I wonder if the following are on the boundary of our Interrogative Closure: why are all non-trivial identities not actual identities; and, as CM asked in a previous post, is everything at heart a paradox?
Even if we can’t see our limitations from the ‘outside’ it still may be possible to ascertain some global properties, and thus infer constraints, from what we observe on the ‘inside’. So if we could identify some universal properties or structures that all questioning seems to obey, i.e observe the shape of the horizon of our interrogative abilities, then we may intuit what lies beyond. (I am guessing this is what gave rise to CM’s mind-body comments.)
For instance, is duality implicit in every question? I.e. are all queries posed in terms of or about different ‘things’ and their relations, involving a here and a there, a now and a then, a cause and effect, an inside and an outside, an observer and an observed, a differentiation and an integration?
I believe we touch the cognitive boundary when we identify cognitively irreducible phenomena that bridge these dualities. I think motion is an example (though we have been able to understand it ‘from the outside’ and model it mathematically in great detail, philosophically we do not know it ‘from the inside’ any more that Zeno did). CM’s identification of internalisation-externalisation as what the mind does is, I suggest, another example (for which we do not yet have a Calculus).

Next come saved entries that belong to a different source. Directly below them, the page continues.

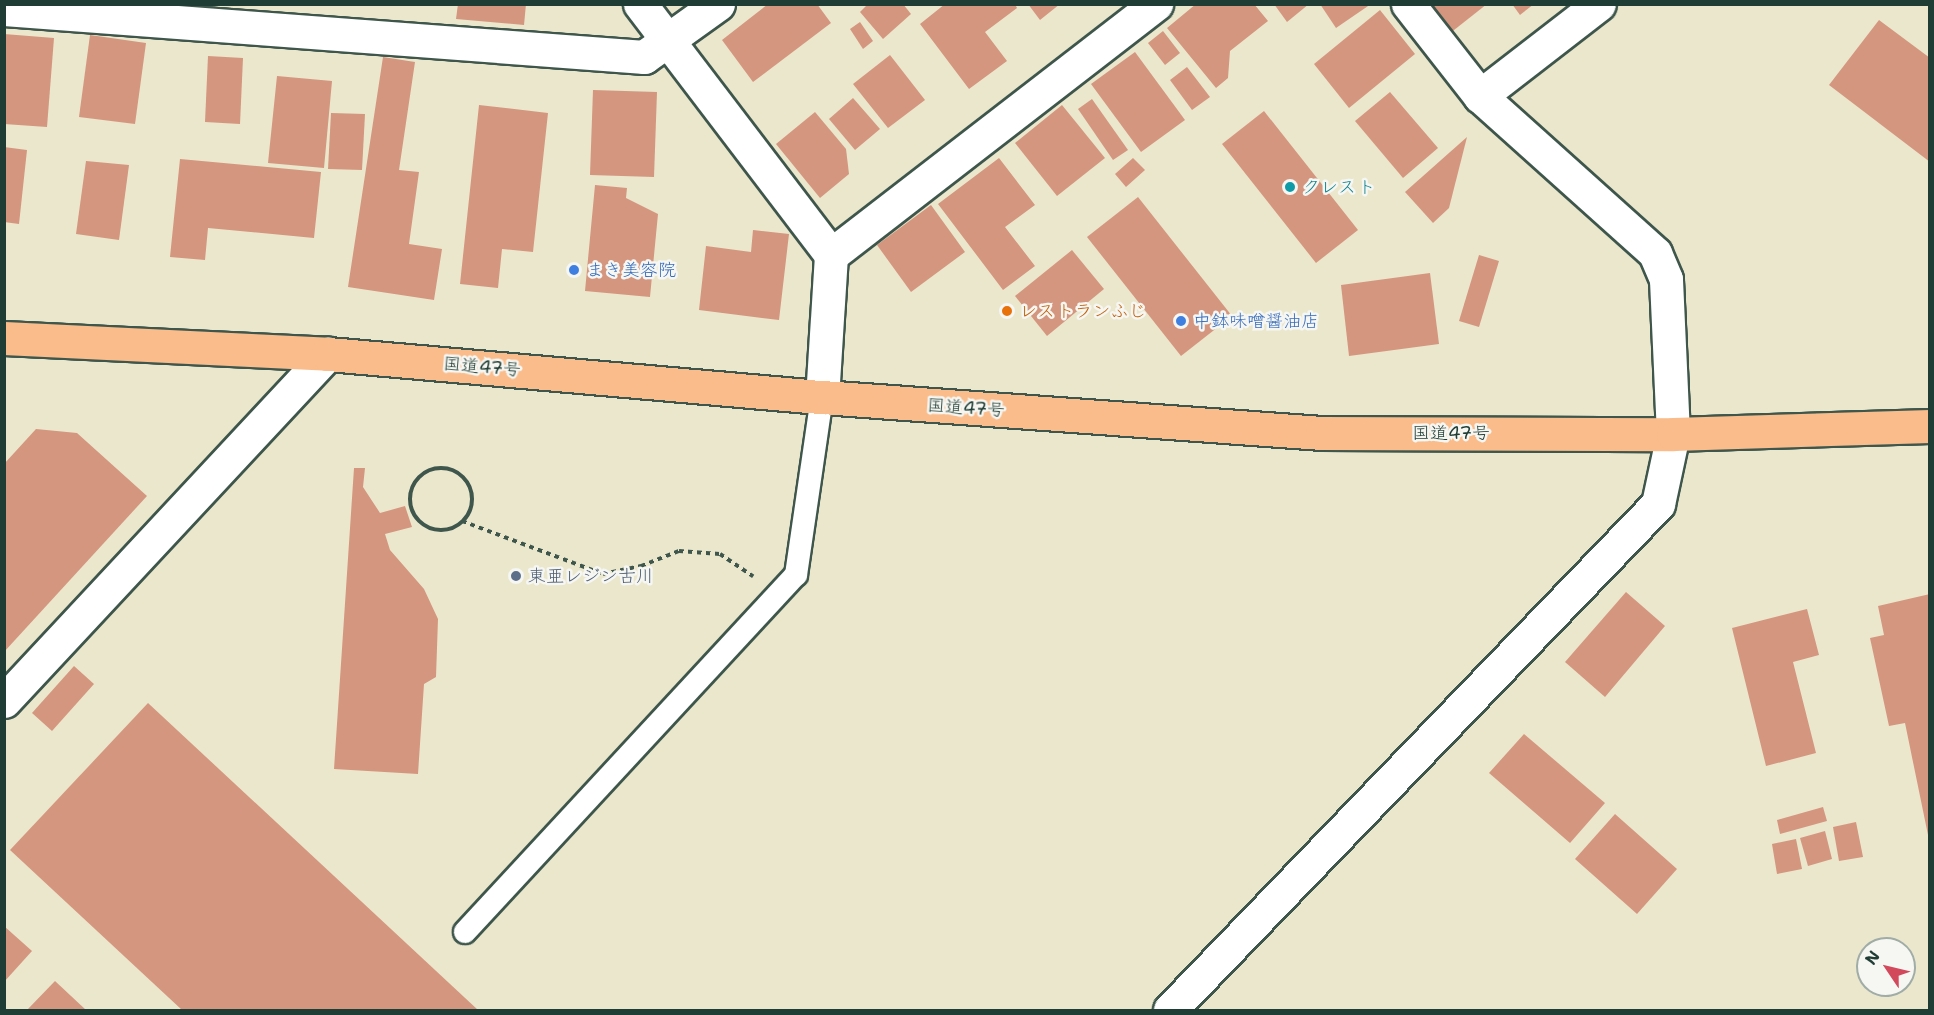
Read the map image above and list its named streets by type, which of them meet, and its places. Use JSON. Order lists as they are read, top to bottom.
{
  "streets": {
    "highway": ["国道47号"]
  },
  "places": [
    "クレスト",
    "まき美容院",
    "レストランふじ",
    "中鉢味噌醤油店",
    "東亜レジン古川"
  ],
  "north": "top left"
}
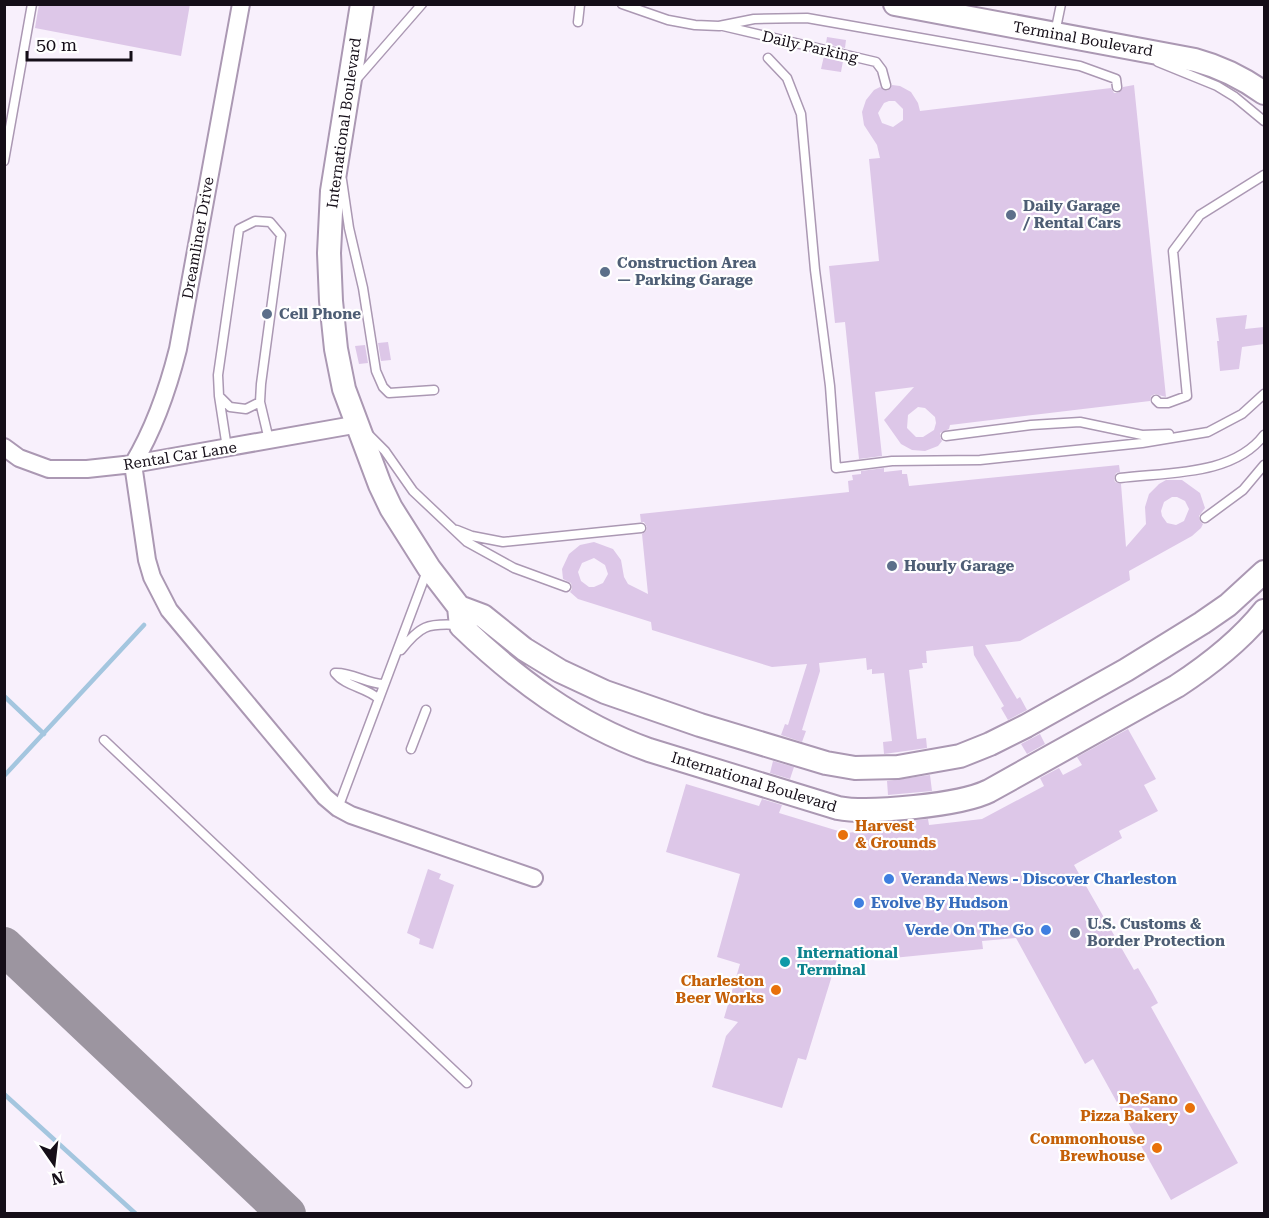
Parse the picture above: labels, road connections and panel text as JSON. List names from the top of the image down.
{
  "streets": {
    "main road": ["Terminal Boulevard", "International Boulevard"],
    "street": ["Dreamliner Drive", "Rental Car Lane"],
    "lane": ["Daily Parking"]
  },
  "crossings": [
    ["International Boulevard", "Rental Car Lane"],
    ["Dreamliner Drive", "Rental Car Lane"]
  ],
  "places": [
    "Daily Garage / Rental Cars",
    "Construction Area — Parking Garage",
    "Cell Phone",
    "Hourly Garage",
    "Harvest & Grounds",
    "Veranda News - Discover Charleston",
    "Evolve By Hudson",
    "Verde On The Go",
    "U.S. Customs & Border Protection",
    "International Terminal",
    "Charleston Beer Works",
    "DeSano Pizza Bakery",
    "Commonhouse Brewhouse"
  ],
  "scale_bar": "50 m",
  "north": "bottom"
}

The ubiquity of dualities certainly seems symptomatic of something fundamental. The idea of a common form for questions looks promising: how is X related to Y? I agree about motion: it used to be regarded as a great mystery but the mathematical treatment gave people the illusion that they really understand it (Newton was not under this illusion).
I dislike being a repetitive booster of the works of Ray Jackendoff, but his stuff on the nature of foundational concepts (e.g.”motion”) bears repetition. I shall ever cherish the phrase,”The ubiquity of dualities certainly seems symptomatic of something fundamental”. (Just a bit of fun)
We love dualities, but does reality?